Because leptin may also be affected by menopausal status due to associated hormonal changes, both groups were analyzed based on their menopausal status. Although no differences could be detected in either group preoperatively, both premenopausal and postmenopausal women in the WDTC group had a significant reduction in leptin levels following surgery. The postoperative leptin levels in WDTC postmenopausal women, however, remained significantly higher when compared to premenopausal women. This finding contradicts previous studies that reported a decline in serum leptin levels with advancing age and in postmenopausal women [24, 25]. The lack of difference in leptin levels between premenopausal and postmenopausal women in the WDTC group might have been masked by the presence of the cancer as documented earlier. This would have been expected to drop following surgery, especially in the postmenopausal subgroup. The significantly higher leptin levels in postmenopausal women following thyroid surgery could be explained by the hypothyroid status itself, as this did not occur in the benign disease group patients, who were euthyroid. Teixeira et al. [26] reported that in postmenopausal women, there is a stronger influence of thyroid status on leptin levels through a stronger correlation between TSH and leptin leading to higher leptin levels in this population. They showed that this correlation did not occur in premenopausal women; moreover, leptin levels were reduced with thyroxine replacement.

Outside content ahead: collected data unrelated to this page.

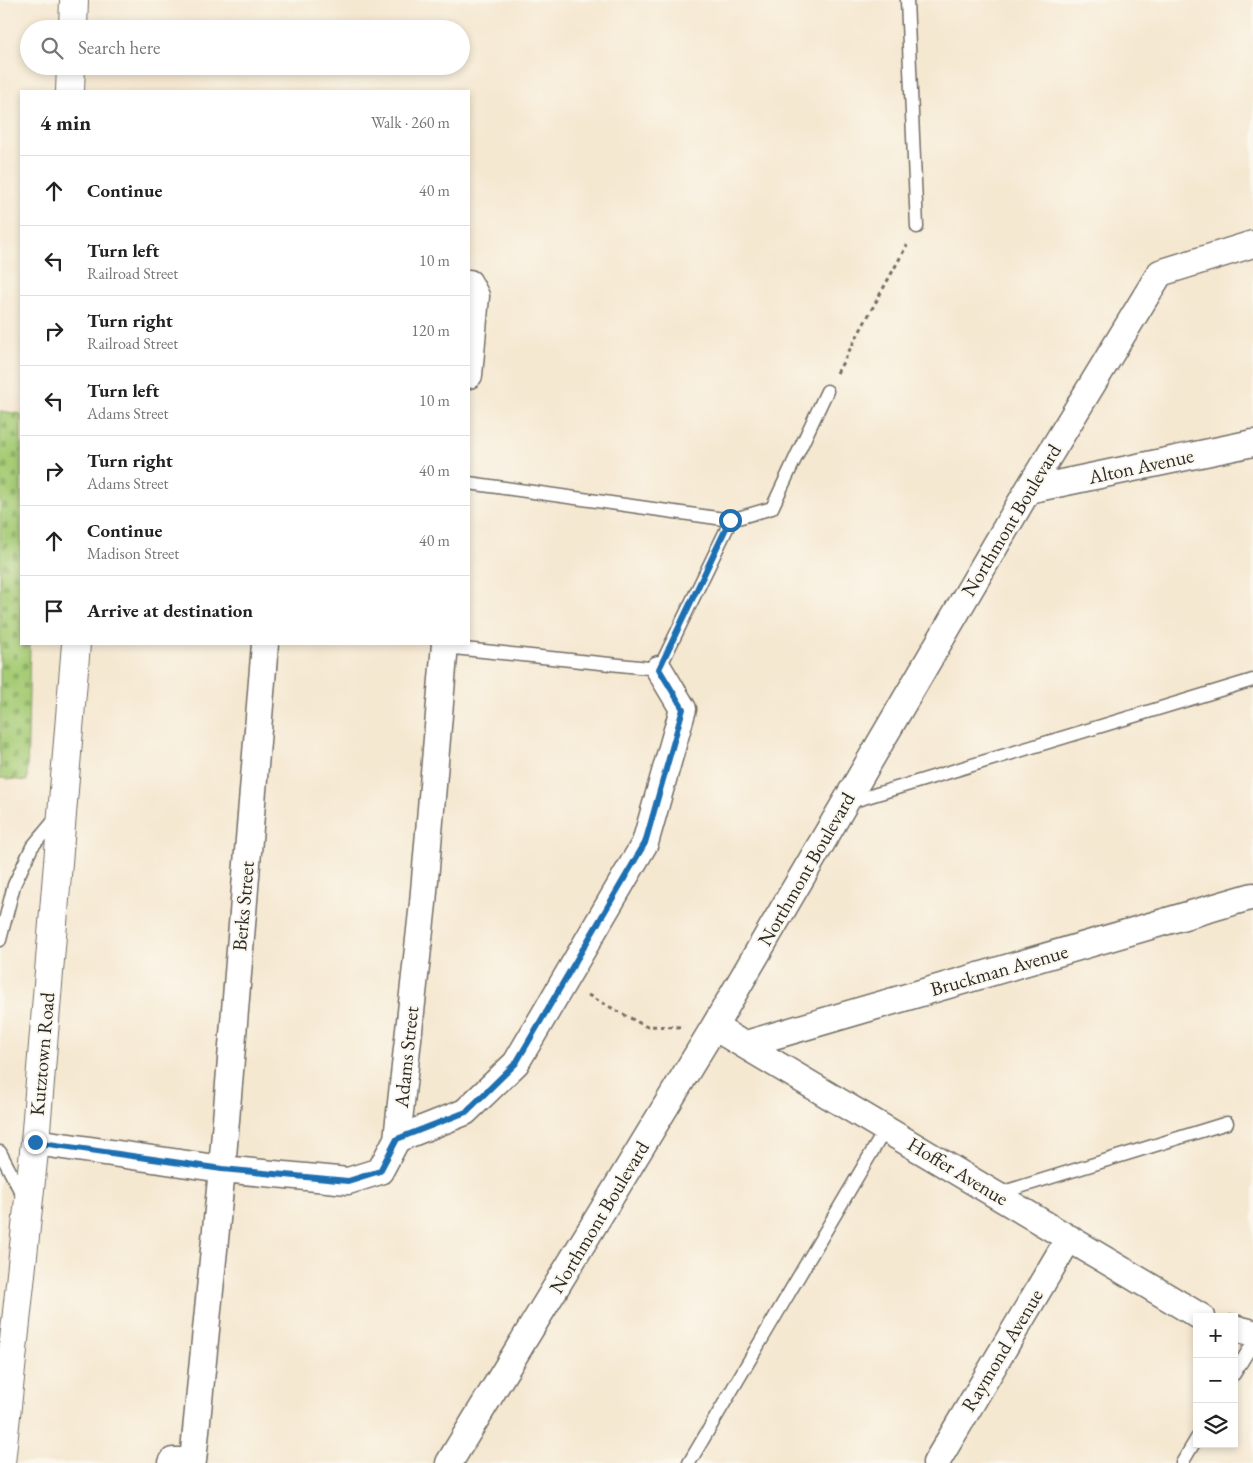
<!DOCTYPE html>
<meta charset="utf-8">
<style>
:root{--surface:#fff;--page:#f2f2f2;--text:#222;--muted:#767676;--line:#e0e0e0}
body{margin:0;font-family:"EB Garamond",serif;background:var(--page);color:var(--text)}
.controls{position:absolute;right:15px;bottom:15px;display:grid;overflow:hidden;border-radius:0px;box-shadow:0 2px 8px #0003}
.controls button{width:45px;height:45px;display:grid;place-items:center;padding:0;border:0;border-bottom:1px solid var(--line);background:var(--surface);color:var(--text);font:25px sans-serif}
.stop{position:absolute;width:15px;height:15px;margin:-11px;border:4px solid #1f6fb2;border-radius:50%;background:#fff}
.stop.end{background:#1f6fb2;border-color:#fff;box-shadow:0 1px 5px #0008}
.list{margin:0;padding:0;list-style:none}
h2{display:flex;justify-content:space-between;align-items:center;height:65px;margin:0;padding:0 20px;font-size:21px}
h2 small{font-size:16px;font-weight:400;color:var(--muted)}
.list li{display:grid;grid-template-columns:32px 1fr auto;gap:15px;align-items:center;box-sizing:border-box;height:70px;padding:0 20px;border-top:1px solid var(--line)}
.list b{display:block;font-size:19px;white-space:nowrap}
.list p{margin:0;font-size:16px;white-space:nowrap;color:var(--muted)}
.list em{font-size:16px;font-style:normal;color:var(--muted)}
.icon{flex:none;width:28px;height:28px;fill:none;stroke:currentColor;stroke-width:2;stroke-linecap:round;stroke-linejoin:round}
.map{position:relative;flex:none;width:1253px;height:1463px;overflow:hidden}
.search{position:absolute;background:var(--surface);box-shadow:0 2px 8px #0003;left:20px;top:20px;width:450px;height:55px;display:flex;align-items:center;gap:12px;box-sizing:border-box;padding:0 18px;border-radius:28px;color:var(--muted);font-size:19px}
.panel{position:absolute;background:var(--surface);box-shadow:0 2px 8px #0003;left:20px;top:90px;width:450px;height:555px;border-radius:0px}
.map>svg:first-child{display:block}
</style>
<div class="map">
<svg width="1253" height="1463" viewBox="0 0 1253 1463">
<defs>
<pattern id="cemetery-stones" width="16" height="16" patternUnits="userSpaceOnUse" patternTransform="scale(1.25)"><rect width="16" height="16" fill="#a6cc76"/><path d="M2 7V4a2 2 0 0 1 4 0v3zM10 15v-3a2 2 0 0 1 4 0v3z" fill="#8faf66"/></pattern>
</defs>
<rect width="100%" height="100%" fill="#fbf7ec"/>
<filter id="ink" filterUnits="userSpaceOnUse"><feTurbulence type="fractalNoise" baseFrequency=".02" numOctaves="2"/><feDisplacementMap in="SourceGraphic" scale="10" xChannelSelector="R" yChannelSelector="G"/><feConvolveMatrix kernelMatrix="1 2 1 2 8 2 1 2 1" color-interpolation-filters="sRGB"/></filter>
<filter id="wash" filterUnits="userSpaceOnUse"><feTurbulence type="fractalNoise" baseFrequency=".0096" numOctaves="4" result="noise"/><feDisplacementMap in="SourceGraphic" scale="20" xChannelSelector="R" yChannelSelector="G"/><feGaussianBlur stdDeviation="1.12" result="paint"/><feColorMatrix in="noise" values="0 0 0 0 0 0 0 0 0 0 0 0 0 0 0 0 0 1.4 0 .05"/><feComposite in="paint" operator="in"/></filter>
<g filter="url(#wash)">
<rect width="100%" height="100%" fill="#f5e8d1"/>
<path fill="url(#cemetery-stones)" stroke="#687c50" d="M0,411L21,414V644H30L27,781L0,778Z"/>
</g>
<g filter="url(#ink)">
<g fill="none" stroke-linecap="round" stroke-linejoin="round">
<g stroke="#726d65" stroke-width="15">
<path id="lane" d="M907,0L917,227
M731,520L772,508L827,391
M444,647L659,669L731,520L469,483
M847,803L1253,680
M0,940L14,885L32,847L57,817
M0,1152L24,1198
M997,1194L1227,1123
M1234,1374L1253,1343
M689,1463L886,1128
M1182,1463L1197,1438"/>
</g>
<g stroke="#726d65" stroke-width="29">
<path id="street" d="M469,283L476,296L469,375
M1028,490L1253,443
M714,1027L1201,1317
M746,1044L1253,896
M397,1139L465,1112L516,1063L645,843L683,709L659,669
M35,1142L222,1169L348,1181L380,1171L397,1139L423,903L445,644
M1234,1328L1253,1333
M172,1463L173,1461H193L222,1169L265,644
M449,1463L714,1027L1028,490L1160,273L1253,244
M936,1463L1069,1238"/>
</g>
<g stroke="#726d65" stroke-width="30">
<path id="secondary" d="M73,29L74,0
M70,91L71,66
M1,1463L35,1142L76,644"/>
</g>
<path stroke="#726d65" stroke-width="3" stroke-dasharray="4 4" stroke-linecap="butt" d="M837,373L907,245
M588,995L645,1026L681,1027"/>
<use href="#lane" stroke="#fff" stroke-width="12"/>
<use href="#street" stroke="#fff" stroke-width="26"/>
<use href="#secondary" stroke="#fff" stroke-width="28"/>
</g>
</g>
<g fill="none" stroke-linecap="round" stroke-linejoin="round" filter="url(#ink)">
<path stroke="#1f6fb2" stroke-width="6" d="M35,1142L222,1169L348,1181L380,1171L397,1139L466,1112L516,1063L645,843L683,709L659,669L730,520"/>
</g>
<g text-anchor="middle" stroke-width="4" stroke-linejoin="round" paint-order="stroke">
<g font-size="20" fill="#2b2b2b" stroke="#fbf7ec">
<text transform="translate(1141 466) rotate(-12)" y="7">Alton Avenue</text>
<text transform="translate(1011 520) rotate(-59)" y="7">Northmont Boulevard</text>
<text transform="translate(806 869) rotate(-60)" y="7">Northmont Boulevard</text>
<text transform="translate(243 906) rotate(-85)" y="7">Berks Street</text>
<text transform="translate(999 970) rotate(-16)" y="7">Bruckman Avenue</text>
<text transform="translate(42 1054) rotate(-85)" y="7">Kutztown Road</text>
<text transform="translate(406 1057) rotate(-84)" y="7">Adams Street</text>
<text transform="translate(958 1171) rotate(31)" y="7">Hoffer Avenue</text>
<text transform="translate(599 1217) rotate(-59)" y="7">Northmont Boulevard</text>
<text transform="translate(1002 1350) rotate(-59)" y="7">Raymond Avenue</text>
</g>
</g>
</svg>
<div class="controls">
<button>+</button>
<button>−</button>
<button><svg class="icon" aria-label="layers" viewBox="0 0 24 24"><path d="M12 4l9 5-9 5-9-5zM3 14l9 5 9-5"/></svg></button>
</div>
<div class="stop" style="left:730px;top:520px"></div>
<div class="stop end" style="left:35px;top:1142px"></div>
<div class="search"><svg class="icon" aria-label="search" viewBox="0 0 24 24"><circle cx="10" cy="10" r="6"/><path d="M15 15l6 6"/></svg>Search here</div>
<section class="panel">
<h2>4 min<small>Walk · 260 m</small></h2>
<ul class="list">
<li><svg class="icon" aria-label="ahead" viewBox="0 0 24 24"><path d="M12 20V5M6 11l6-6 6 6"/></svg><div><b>Continue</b></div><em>40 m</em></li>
<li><svg class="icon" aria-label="left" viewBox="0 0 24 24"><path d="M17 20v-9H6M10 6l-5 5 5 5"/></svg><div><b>Turn left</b><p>Railroad Street</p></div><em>10 m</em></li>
<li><svg class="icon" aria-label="right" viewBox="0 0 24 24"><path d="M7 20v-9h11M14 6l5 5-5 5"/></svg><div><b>Turn right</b><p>Railroad Street</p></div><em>120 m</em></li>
<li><svg class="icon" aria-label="left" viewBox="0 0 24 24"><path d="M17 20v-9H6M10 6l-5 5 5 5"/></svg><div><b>Turn left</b><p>Adams Street</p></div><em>10 m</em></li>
<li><svg class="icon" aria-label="right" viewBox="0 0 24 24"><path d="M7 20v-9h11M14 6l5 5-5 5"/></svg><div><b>Turn right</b><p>Adams Street</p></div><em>40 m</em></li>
<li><svg class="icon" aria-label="ahead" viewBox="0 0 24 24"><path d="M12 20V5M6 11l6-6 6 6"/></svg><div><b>Continue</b><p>Madison Street</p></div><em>40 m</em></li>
<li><svg class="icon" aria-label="arrive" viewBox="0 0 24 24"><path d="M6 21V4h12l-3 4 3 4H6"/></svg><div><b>Arrive at destination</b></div></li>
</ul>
</section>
</div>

We then investigated the presence of a correlation between histopathological findings and serum leptin levels. In WDTC, the size of the primary tumor, multifocality, and lymph node status are essential criteria in risk stratification into either low risk or high risk and will predict disease recurrence [27, 28]. Although trends were demonstrated between leptin levels and each of tumor size (p = 0.079), malignant lymph node involvement (p = 0.48), and multifocal disease (p = 0.064), the differences did not reach statistical significance. Cheng et al. [29, 30] observed a strong association between leptin tissue expression and both tumor size and metastatic lymph nodes in their clinicopathological study, with further work showing the role of leptin in tumor cell migration in PTC.

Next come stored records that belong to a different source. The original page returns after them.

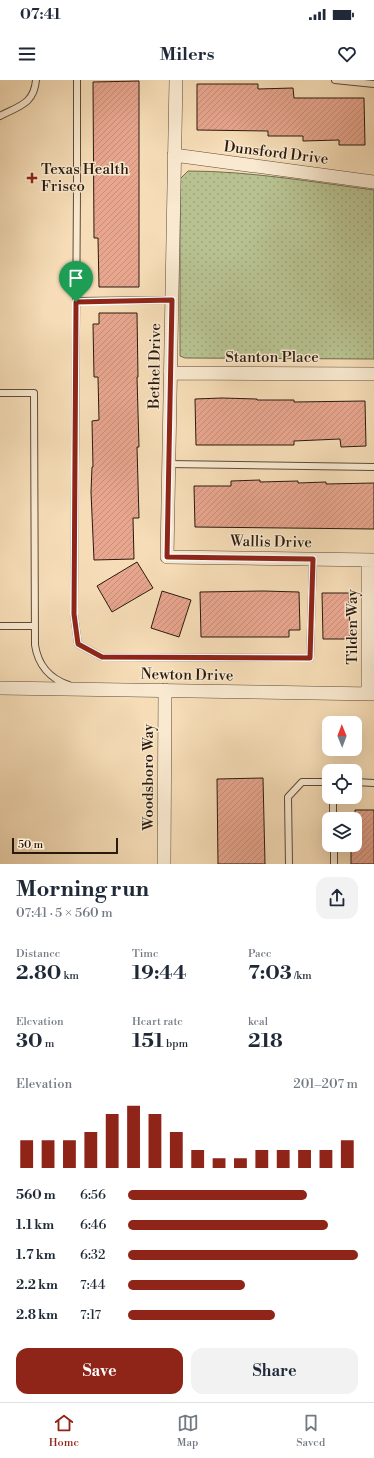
<!DOCTYPE html>
<meta charset="utf-8">
<style>
body{margin:0;font-family:"Libre Bodoni",serif;background:#f2f2f3;color:#1f2937;height:100vh;display:flex;flex-direction:column;font-size:15px;white-space:nowrap}
*{box-sizing:border-box;margin:0}
p{font-size:13px;color:#747a83}
.icon{flex:none;width:22px;height:22px;fill:none;stroke:currentColor;stroke-width:2;stroke-linecap:round;stroke-linejoin:round}
.map{position:relative;height:784px;overflow:hidden}
.sheet{display:flex;flex-direction:column;background:#fff;flex:1}
.sheet>*{flex:none}
.needle{width:26px;rotate:359deg}
.tools{position:absolute;left:322px;top:636px;display:grid;gap:8px}
.tools a{display:grid;place-items:center;width:40px;height:40px;border-radius:8px;background:#fff;box-shadow:0 4px 16px #0002;font-size:20px}
.scale{position:absolute;left:12px;bottom:10px;width:106px;box-sizing:border-box;padding-left:4px;border:2px solid #2a1a0e;border-top:0;font-size:11px;line-height:14px;white-space:nowrap;color:#2a1a0e;-webkit-text-stroke:3px #f9e9d0;paint-order:stroke}
.pin{position:absolute;display:grid;place-items:center;width:34px;height:34px;color:#fff;margin:-41px -17px;border-radius:50% 50% 50% 0;rotate:-45deg;box-shadow:0 0 4px #0007}
.pin .icon{rotate:45deg}
.round{display:grid;place-items:center;flex:none;width:42px;height:42px;border-radius:12px;background:#f2f2f3}
.headline{display:flex;align-items:center;justify-content:space-between;height:68px;padding:0 16px}
h1{font-size:22px;font-weight:700;line-height:30px}
.stats{display:grid;grid-template-columns:repeat(3,1fr);gap:6px;height:68px;padding:4px 16px}
.stats div{display:grid;align-content:center}
.stats b{font-size:20px;font-weight:700}
.stats small{font-size:11px;font-weight:400}
.stats p{font-size:11px}
.chart{height:112px;padding:8px 16px}
.chart p{display:flex;justify-content:space-between}
.chart svg{width:100%;height:72px;margin-top:4px;stroke:#8f2418;stroke-width:6}
.primary-button{display:flex;gap:8px;margin-top:auto;padding:8px 16px}
.primary-button a{flex:1;height:46px;border-radius:12px;background:#8f2418;color:#fff;font-size:16px;font-weight:700;line-height:46px;text-align:center}
.primary-button a+a{background:#f2f2f3;color:#1f2937}
ul{padding:0 16px;list-style:none;font-size:13px}
li{display:grid;grid-template-columns:64px 48px 1fr;align-items:center;height:30px}
li i{height:10px;border-radius:5px;background:#8f2418}
.status{display:flex;justify-content:space-between;align-items:center;height:28px;padding:0 20px;background:#fff;direction:ltr}
.status svg{height:11px;fill:currentColor}
header{display:flex;justify-content:space-between;align-items:center;height:52px;padding:0 16px;background:#fff;font-size:18px;font-weight:700}
.tabs{display:flex;justify-content:space-around;align-items:center;height:56px;border-top:1px solid #e0e1e3;background:#fff;font-size:11px;color:#747a83}
.tabs a{display:grid;justify-items:center;gap:2px}
.tabs .current{color:#8f2418}
.map>svg:first-child{display:block}
.park{fill:url(#park-dots);stroke:#716e50}
.building{fill:url(#building-hatch);stroke:#2a1a0e}
.lines{fill:none;stroke-linecap:round;stroke-linejoin:round}
.lane-casing{stroke:#5d4b38;stroke-width:8}
.street-casing{stroke:#5d4b38;stroke-width:14}
.lane{stroke:#f9e9d0;stroke-width:6}
.street{stroke:#f9e9d0;stroke-width:13}
.route-casing{stroke:#fff;stroke-width:8}
.route{stroke:#8f2418;stroke-width:5}
.poi-dot{fill:#8f2418;stroke:#f9e9d0;stroke-width:1.5}
.labels{text-anchor:middle;dominant-baseline:central;stroke-width:3;stroke-linejoin:round;paint-order:stroke}
.street-label{font-size:15px;fill:#2a1a0e;stroke:#f9e9d0}
.poi-label{font-size:15px;fill:#2a1a0e;stroke:#f9e9d0;text-anchor:start}
</style>
<div class="status"><b>07:41</b><svg viewBox="0 0 49 12"><path d="M0 12V9h3v3zM5 12V6h3v6zM10 12V3h3v9zM15 12V0h3v12zM26 1h20v11H26zM47 4h2v5h-2z"/></svg></div>
<header><svg class="icon" aria-label="menu" viewBox="0 0 24 24"><path d="M4 6h16M4 12h16M4 18h16"/></svg>Milers<svg class="icon" aria-label="heart" viewBox="0 0 24 24"><path d="M12 20l-8-8c-3-5 5-10 8-4 3-6 11-1 8 4z"/></svg></header>
<div class="map">
<svg width="374" height="784" viewBox="0 0 374 784">
<defs>
<pattern id="park-dots" width="8" height="8" patternUnits="userSpaceOnUse"><rect width="8" height="8" fill="#b8c291"/><path d="M2 2h.1M6 6h.1" fill="none" stroke="#9ea67c" stroke-width="1.8" stroke-linecap="round"/></pattern>
<pattern id="building-hatch" width="6" height="6" patternUnits="userSpaceOnUse"><rect width="6" height="6" fill="#e8a68f"/><path d="M-1 1l2-2M0 6l6-6M5 7l2-2" fill="none" stroke="#c78e7a"/></pattern>
</defs>
<rect width="100%" height="100%" fill="#f6ddb7"/>
<filter id="stains"><feTurbulence type="fractalNoise" baseFrequency=".005" numOctaves="4"/><feColorMatrix values="0 0 0 0 .2 0 0 0 0 .09 0 0 0 0 .02 0 0 0 .5 -.17"/></filter>
<radialGradient id="worn" r=".72"><stop offset=".6" stop-color="#630" stop-opacity="0"/><stop offset="1" stop-color="#630" stop-opacity=".3"/></radialGradient>
<path class="park" d="M 188,91 C 250,91 312,102 374,110 L 374,279 L 185,278 L 180,276 L 180,99 Z"/>
<path class="building" d="M 139,1 L 139,207 L 99,207 L 98,158 L 94,158 L 93,2 Z
M 197,4 L 258,4 L 258,9 L 293,8 L 294,18 L 364,18 L 365,65 L 339,65 L 339,60 L 303,61 L 303,56 L 268,56 L 268,51 L 197,50 Z
M 99,233 L 137,233 L 138,297 L 137,297 L 139,367 L 137,367 L 139,438 L 133,438 L 134,479 L 94,480 L 91,412 L 92,387 L 93,387 L 92,341 L 99,340 L 98,297 L 94,297 L 93,244 L 99,244 Z
M 222,318 L 257,319 L 257,320 L 294,320 L 294,322 L 365,321 L 366,366 L 341,367 L 340,359 L 294,361 L 294,365 L 196,365 L 195,319 Z
M 260,400 L 260,402 L 298,401 L 298,403 L 326,402 L 326,404 L 374,403 L 374,449 L 195,447 L 194,406 L 231,406 L 231,401 Z
M 137,482 L 153,508 L 112,532 L 97,506 Z
M 162,511 L 191,520 L 179,557 L 151,548 Z
M 263,511 L 299,512 L 300,550 L 289,550 L 289,557 L 201,557 L 200,512 Z
M 322,513 L 349,513 L 350,559 L 323,559 Z
M 263,698 L 265,784 L 218,784 L 217,699 Z
M 355,730 L 374,730 L 374,784 L 351,784 L 351,765 L 355,765 Z"/>
<g class="lines">
<g class="lane-casing">
<path id="lane" d="M 77,0 L 77,110 L 74,534 L 78,564 L 102,577 L 310,578 L 313,479
M 335,0 L 374,4
M 0,36 C 19,26 34,24 36,0
M 76,221 L 172,220
M 0,313 L 34,313 L 35,565 C 38,585 50,599 69,605
M 169,384 L 374,387
M 0,546 L 35,546
M 355,702 L 374,703
M 333,717 L 333,739
M 334,765 L 334,784
M 289,784 L 288,717 L 302,702 L 329,702"/>
</g>
<g class="street-casing">
<path id="street" d="M 176,0 L 167,477 L 374,480
M 174,75 L 374,102
M 170,293 L 374,294
M 0,608 L 374,614
M 368,614 L 368,480
M 164,784 L 165,610"/>
</g>
<use href="#lane" class="lane"/>
<use href="#street" class="street"/>
</g>
<g class="lines">
<g class="route-casing">
<path id="route" d="M 172,220 L 167,477 L 313,479 L 310,578 L 102,577 L 78,564 L 74,534 L 76,222 Z"/>
</g>
<use href="#route" class="route"/>
</g>
<path class="poi-dot" d="M30 92h4v4h4v4h-4v4h-4v-4h-4v-4h4z"/>
<g class="labels">
<g class="street-label">
<text transform="translate(276 73) rotate(7)">Dunsford Drive</text>
<text x="272" y="277">Stanton Place</text>
<text transform="translate(155 286) rotate(-89)">Bethel Drive</text>
<text transform="translate(271 462) rotate(1)">Wallis Drive</text>
<text transform="translate(352 547) rotate(-90)">Tilden Way</text>
<text transform="translate(187 595) rotate(1)">Newton Drive</text>
<text transform="translate(148 697) rotate(-90)">Woodsboro Way</text>
</g>
<g class="poi-label">
<text x="41" y="89">Texas Health<tspan x="41" dy="17">Frisco</tspan></text>
</g>
</g>
<rect width="100%" height="100%" filter="url(#stains)"/>
<rect width="100%" height="100%" fill="url(#worn)"/>
</svg>
<div class="tools">
<a><svg class="needle" viewBox="-14 -14 28 28"><path d="M0-13l5 13h-10z" fill="#e53935"/><path d="M0 13l5-13h-10z" fill="#747a83"/></svg></a>
<a><svg class="icon" aria-label="locate" viewBox="0 0 24 24"><circle cx="12" cy="12" r="6"/><path d="M12 2v4M12 18v4M2 12h4M18 12h4"/></svg></a>
<a><svg class="icon" aria-label="layers" viewBox="0 0 24 24"><path d="M12 4l9 5-9 5-9-5zM3 14l9 5 9-5"/></svg></a>
</div>
<div class="scale">50 m</div>
<div class="pin" style="left:76px;top:222px;background:#1e9e55"><svg class="icon" aria-label="arrive" viewBox="0 0 24 24"><path d="M6 21V4h12l-3 4 3 4H6"/></svg></div>
</div>
<section class="sheet">
<div class="headline"><div><h1>Morning run</h1><p>07:41 · 5 × 560 m</p></div><a class="round"><svg class="icon" aria-label="share" viewBox="0 0 24 24"><path d="M12 15V3M7 8l5-5 5 5M5 13v7h14v-7"/></svg></a></div>
<div class="stats">
<div><p>Distance</p><b>2.80<small> km</small></b></div>
<div><p>Time</p><b>19:44</b></div>
<div><p>Pace</p><b>7:03<small> /km</small></b></div>
</div>
<div class="stats">
<div><p>Elevation</p><b>30<small> m</small></b></div>
<div><p>Heart rate</p><b>151<small> bpm</small></b></div>
<div><p>kcal</p><b>218</b></div>
</div>
<div class="chart"><p><span>Elevation</span>201–207 m</p>
<svg viewBox="0 0 160 44" preserveAspectRatio="none"><path d="M5 44V27M15 44V27M25 44V27M35 44V22M45 44V11M55 44V6M65 44V11M75 44V22M85 44V33M95 44V38M105 44V38M115 44V33M125 44V33M135 44V33M145 44V33M155 44V27"/></svg>
</div>
<ul>
<li><b>560 m</b>6:56<i style="width:78%"></i></li>
<li><b>1.1 km</b>6:46<i style="width:87%"></i></li>
<li><b>1.7 km</b>6:32<i style="width:100%"></i></li>
<li><b>2.2 km</b>7:44<i style="width:51%"></i></li>
<li><b>2.8 km</b>7:17<i style="width:64%"></i></li>
</ul>
<div class="primary-button"><a>Save</a><a>Share</a></div>
</section>
<nav class="tabs">
<a class="current"><svg class="icon" aria-label="home" viewBox="0 0 24 24"><path d="M3 11l9-7 9 7M6 9v11h12V9"/></svg>Home</a>
<a><svg class="icon" aria-label="map" viewBox="0 0 24 24"><path d="M3 6l6-2 6 2 6-2v14l-6 2-6-2-6 2zM9 4v14M15 6v14"/></svg>Map</a>
<a><svg class="icon" aria-label="saved" viewBox="0 0 24 24"><path d="M7 4h10v16l-5-4-5 4z"/></svg>Saved</a>
</nav>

To conclude, higher leptin levels were associated with a diagnosis of WDTC with a significant drop in the leptin levels following surgery. Other prognostic factors, like lymph node status, age, tumor size, and multifocal disease, had no effect on leptin levels. Future studies should focus on finding a correlation between cancer activation pathways, leptin receptor tissue expression, and serum leptin levels, which could then be used as a tumor marker in the clinical setting.